Assigned task: The word "reading" may appear in some lines of the data; copy every such line.

Stored items:
::::::::

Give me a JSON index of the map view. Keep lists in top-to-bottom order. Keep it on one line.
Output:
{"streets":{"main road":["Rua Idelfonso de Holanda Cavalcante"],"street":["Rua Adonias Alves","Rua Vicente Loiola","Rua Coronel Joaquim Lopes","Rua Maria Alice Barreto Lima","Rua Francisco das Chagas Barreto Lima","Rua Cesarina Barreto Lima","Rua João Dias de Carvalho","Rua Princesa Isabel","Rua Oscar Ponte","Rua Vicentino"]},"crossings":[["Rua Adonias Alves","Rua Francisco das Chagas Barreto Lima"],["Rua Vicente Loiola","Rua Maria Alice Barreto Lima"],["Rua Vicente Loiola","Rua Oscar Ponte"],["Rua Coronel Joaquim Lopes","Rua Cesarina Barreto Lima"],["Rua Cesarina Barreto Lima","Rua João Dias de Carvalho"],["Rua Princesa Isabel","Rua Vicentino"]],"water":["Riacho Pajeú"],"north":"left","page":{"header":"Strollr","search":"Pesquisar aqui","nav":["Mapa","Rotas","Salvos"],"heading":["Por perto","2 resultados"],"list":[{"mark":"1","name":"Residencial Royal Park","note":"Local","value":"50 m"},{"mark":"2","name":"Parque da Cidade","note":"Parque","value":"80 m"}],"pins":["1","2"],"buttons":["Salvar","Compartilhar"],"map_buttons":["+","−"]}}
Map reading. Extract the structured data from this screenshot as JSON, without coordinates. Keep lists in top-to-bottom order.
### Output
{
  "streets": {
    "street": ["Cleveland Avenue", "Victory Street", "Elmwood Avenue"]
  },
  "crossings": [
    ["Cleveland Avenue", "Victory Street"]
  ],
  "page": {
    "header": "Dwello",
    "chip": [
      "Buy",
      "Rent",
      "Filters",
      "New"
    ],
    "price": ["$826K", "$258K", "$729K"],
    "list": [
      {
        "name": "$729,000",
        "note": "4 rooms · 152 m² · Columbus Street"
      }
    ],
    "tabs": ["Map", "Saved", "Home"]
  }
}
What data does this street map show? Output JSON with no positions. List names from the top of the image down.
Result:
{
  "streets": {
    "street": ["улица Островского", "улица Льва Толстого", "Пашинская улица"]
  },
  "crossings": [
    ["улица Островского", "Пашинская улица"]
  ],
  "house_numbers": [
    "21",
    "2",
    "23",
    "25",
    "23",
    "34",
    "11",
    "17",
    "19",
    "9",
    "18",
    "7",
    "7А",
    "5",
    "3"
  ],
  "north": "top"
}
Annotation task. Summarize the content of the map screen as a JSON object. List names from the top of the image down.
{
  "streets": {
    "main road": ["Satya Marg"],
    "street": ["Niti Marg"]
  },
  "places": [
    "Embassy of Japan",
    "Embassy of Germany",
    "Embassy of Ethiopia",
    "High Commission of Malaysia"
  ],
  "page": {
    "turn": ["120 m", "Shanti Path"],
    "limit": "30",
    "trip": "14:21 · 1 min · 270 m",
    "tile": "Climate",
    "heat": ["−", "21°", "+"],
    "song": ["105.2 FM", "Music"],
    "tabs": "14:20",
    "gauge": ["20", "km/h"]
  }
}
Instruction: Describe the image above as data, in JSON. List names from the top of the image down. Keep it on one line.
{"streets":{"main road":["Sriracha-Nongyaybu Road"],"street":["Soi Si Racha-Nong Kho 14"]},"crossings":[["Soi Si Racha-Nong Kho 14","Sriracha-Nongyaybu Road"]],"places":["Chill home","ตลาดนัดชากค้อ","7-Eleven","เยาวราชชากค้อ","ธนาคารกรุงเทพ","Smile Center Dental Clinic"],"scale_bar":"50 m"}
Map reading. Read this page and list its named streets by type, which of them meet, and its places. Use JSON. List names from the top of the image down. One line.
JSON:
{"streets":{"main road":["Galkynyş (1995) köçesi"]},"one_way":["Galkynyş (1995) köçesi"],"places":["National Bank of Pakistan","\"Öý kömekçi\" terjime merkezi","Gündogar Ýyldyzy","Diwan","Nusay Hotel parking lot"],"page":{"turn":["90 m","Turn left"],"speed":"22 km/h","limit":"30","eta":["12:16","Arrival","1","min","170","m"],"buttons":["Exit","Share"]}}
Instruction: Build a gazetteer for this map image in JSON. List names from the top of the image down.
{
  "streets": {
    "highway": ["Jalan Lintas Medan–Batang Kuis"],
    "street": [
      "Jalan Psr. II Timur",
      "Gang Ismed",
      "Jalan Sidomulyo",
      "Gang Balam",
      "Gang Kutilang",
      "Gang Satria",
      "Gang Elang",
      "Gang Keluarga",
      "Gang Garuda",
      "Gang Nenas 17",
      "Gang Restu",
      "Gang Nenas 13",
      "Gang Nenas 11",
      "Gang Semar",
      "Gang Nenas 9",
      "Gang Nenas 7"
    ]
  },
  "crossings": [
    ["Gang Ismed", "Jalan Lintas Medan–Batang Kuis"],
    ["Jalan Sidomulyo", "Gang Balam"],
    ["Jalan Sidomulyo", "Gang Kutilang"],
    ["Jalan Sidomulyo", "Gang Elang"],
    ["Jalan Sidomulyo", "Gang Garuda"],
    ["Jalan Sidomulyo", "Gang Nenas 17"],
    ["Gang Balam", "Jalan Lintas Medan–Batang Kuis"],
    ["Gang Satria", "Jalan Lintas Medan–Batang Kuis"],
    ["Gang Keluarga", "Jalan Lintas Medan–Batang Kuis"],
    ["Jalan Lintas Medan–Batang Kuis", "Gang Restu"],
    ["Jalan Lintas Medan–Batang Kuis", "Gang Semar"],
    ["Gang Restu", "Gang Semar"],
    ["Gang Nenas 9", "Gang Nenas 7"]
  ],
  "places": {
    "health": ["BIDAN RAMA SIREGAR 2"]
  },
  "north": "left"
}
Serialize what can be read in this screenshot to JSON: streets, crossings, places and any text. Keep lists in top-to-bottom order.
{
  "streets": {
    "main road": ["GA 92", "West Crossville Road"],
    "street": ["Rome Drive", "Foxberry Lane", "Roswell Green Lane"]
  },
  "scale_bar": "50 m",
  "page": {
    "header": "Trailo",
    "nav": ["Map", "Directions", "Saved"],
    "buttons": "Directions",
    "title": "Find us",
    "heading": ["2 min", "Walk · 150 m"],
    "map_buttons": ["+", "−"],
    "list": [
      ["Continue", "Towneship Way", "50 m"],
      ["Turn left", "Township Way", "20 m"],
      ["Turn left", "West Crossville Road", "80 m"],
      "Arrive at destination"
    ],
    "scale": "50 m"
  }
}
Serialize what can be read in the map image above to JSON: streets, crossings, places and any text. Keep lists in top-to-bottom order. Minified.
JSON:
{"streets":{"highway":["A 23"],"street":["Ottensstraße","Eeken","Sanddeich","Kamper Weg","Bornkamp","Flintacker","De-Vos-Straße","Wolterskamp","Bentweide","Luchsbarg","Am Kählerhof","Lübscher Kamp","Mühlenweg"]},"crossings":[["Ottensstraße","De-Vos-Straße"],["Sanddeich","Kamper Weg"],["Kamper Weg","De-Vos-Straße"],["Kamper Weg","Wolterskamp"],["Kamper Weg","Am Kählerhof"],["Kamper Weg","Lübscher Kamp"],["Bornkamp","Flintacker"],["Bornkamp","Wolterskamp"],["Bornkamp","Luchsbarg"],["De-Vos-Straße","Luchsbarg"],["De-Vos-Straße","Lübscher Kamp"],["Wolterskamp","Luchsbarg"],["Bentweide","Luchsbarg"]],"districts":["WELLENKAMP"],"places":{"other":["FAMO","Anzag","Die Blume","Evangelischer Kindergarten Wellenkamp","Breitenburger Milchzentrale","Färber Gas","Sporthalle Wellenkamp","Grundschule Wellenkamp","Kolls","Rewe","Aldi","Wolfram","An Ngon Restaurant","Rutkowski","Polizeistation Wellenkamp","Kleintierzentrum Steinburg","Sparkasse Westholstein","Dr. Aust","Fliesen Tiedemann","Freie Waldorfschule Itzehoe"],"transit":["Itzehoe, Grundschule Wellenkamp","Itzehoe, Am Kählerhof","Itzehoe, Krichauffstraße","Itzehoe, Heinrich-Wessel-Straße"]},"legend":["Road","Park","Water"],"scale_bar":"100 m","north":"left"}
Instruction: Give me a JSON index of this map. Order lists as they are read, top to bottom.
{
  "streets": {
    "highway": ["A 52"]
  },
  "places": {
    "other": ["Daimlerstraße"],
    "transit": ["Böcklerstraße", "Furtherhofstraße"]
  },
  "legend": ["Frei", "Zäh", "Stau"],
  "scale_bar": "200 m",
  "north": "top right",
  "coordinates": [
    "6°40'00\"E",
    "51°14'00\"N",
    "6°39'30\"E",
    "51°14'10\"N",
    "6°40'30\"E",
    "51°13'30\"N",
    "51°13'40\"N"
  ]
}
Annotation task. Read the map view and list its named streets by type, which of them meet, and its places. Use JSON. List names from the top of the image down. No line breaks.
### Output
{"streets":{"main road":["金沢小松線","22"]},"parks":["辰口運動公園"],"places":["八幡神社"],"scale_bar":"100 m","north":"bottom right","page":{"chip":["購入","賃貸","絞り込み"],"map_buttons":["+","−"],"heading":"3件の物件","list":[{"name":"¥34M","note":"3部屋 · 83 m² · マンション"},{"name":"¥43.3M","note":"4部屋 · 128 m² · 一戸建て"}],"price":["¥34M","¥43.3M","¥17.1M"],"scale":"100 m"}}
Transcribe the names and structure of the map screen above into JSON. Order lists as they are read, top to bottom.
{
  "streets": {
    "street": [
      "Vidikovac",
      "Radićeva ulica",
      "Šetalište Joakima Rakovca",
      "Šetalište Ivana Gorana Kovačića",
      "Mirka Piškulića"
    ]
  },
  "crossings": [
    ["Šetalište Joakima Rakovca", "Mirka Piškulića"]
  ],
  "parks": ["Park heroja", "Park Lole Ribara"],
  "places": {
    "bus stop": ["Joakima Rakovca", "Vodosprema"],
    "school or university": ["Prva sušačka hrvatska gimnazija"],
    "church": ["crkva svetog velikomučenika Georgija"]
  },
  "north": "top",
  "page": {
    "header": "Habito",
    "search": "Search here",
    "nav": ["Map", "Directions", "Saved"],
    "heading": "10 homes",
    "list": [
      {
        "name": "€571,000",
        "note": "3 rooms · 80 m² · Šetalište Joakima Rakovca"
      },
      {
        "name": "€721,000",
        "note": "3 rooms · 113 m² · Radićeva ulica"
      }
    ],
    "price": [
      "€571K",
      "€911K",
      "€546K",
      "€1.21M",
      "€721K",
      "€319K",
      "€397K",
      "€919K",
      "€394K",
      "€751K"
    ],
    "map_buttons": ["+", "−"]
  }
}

::::::::

Result:
Map reading. Extract the structured data from this screenshot as JSON, without coordinates. Keep lists in top-to-bottom order.
Map reading. Read this page and list its named streets by type, which of them meet, and its places. Use JSON. List names from the top of the image down. One line.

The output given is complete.